On Mon, 15 Jul 2024 14:02:27 GMT, Maurizio Cimadamore <[email protected]>
wrote:
> So, that means that `arrayElementVarHandle` is ~4x faster than memory
> segment? Isn't that a bit odd?
I did some more analyis of the benchmark. I first eliminated the closing
thread, and started with two simple benchmarks:
@Benchmark
public int memorySegmentAccess() {
int sum = 0;
for (int i = 0; i < segment.byteSize(); i++) {
sum += segment.get(JAVA_BYTE, i);
}
return sum;
}
and
@Benchmark
public int otherAccess() {
int sum = 0;
for (int i = 0; i < array.length; i++) {
sum += (byte)BYTE_HANDLE.get(array, i);
}
return sum;
}
where the setup code is as follows:
static final int SIZE = 10_000;
MemorySegment segment;
byte[] array;
static final VarHandle BYTE_HANDLE =
MethodHandles.arrayElementVarHandle(byte[].class);
@Setup
public void setup() {
array = new byte[SIZE];
segment = MemorySegment.ofArray(array);
}
With this, I obtained the following results:
Benchmark Mode Cnt Score Error Units
ConcurrentClose.memorySegmentAccess avgt 10 13.879 ± 0.478 us/op
ConcurrentClose.otherAccess avgt 10 2.256 ± 0.017 us/op
Ugh. It seems like C2 "blows up" at the third iteration:
# Run progress: 0.00% complete, ETA 00:05:00
# Fork: 1 of 1
# Warmup Iteration 1: 6.712 us/op
# Warmup Iteration 2: 5.756 us/op
# Warmup Iteration 3: 13.267 us/op
# Warmup Iteration 4: 13.267 us/op
# Warmup Iteration 5: 13.274 us/op
This might be a bug/regression. But, let's move on. I then tweaked the
induction variable of the memory segment loop to be `long`, not `int` and I got:
Benchmark Mode Cnt Score Error Units
ConcurrentClose.memorySegmentAccess avgt 10 2.764 ± 0.016 us/op
ConcurrentClose.otherAccess avgt 10 2.240 ± 0.016 us/op
Far more respectable! And now we have a good baseline, since both workloads
take amount the same time, so we can use them to draw interesting comparisons.

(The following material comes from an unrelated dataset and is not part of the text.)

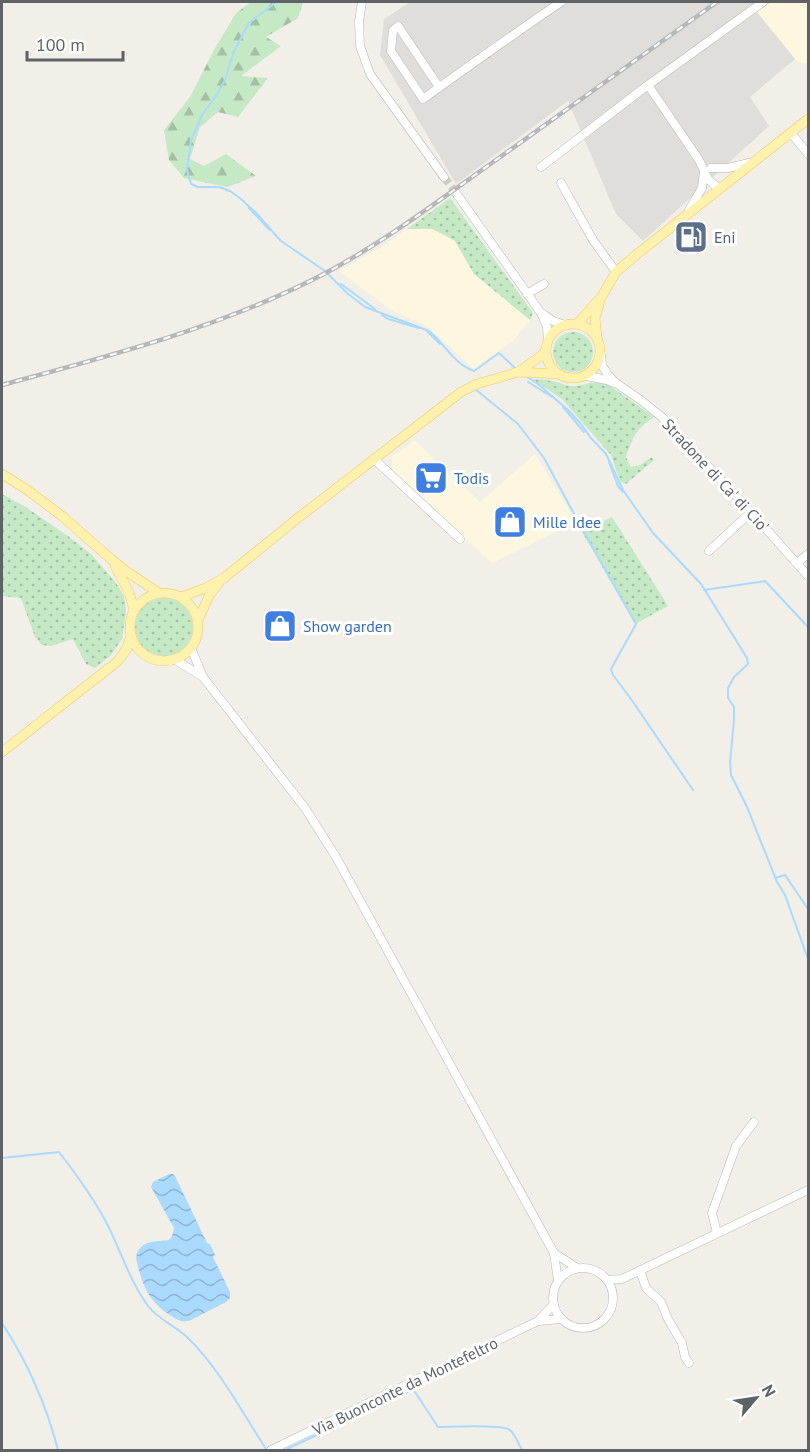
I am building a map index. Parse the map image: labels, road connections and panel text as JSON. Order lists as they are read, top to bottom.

So, let's add back a thread that does a shared arena close:
Benchmark Mode Cnt Score Error
Units
ConcurrentClose.sharedClose avgt 10 12.001 ± 0.061
us/op
ConcurrentClose.sharedClose:closing avgt 10 19.281 ± 0.323
us/op
ConcurrentClose.sharedClose:memorySegmentAccess avgt 10 9.802 ± 0.314
us/op
ConcurrentClose.sharedClose:otherAccess avgt 10 6.921 ± 0.151
us/op
This is with vanilla JDK. If I apply the changes in this PR, I get this:
Benchmark Mode Cnt Score Error
Units
ConcurrentClose.sharedClose avgt 10 10.837 ± 0.241
us/op
ConcurrentClose.sharedClose:closing avgt 10 20.337 ± 1.674
us/op
ConcurrentClose.sharedClose:memorySegmentAccess avgt 10 8.672 ± 0.993
us/op
ConcurrentClose.sharedClose:otherAccess avgt 10 3.501 ± 0.162
us/op
This is good. Note how `otherAccess` improved almost 2x, as the code is no
longer redundantly de-optimized. Now, we know that, even for memory segment
access, we can avoid redundant deopt once JDK-8290892 is fixed. To simulate
that, I've dropped the lines which apply the conservative deoptimization in
`scopedMemoryAccess.cpp` and ran the bench again:
Benchmark Mode Cnt Score Error
Units
ConcurrentClose.sharedClose avgt 10 8.957 ± 0.089
us/op
ConcurrentClose.sharedClose:closing avgt 10 18.898 ± 0.338
us/op
ConcurrentClose.sharedClose:memorySegmentAccess avgt 10 4.403 ± 0.054
us/op
ConcurrentClose.sharedClose:otherAccess avgt 10 3.571 ± 0.042
us/op
Ok, now both accessor threads seem faster.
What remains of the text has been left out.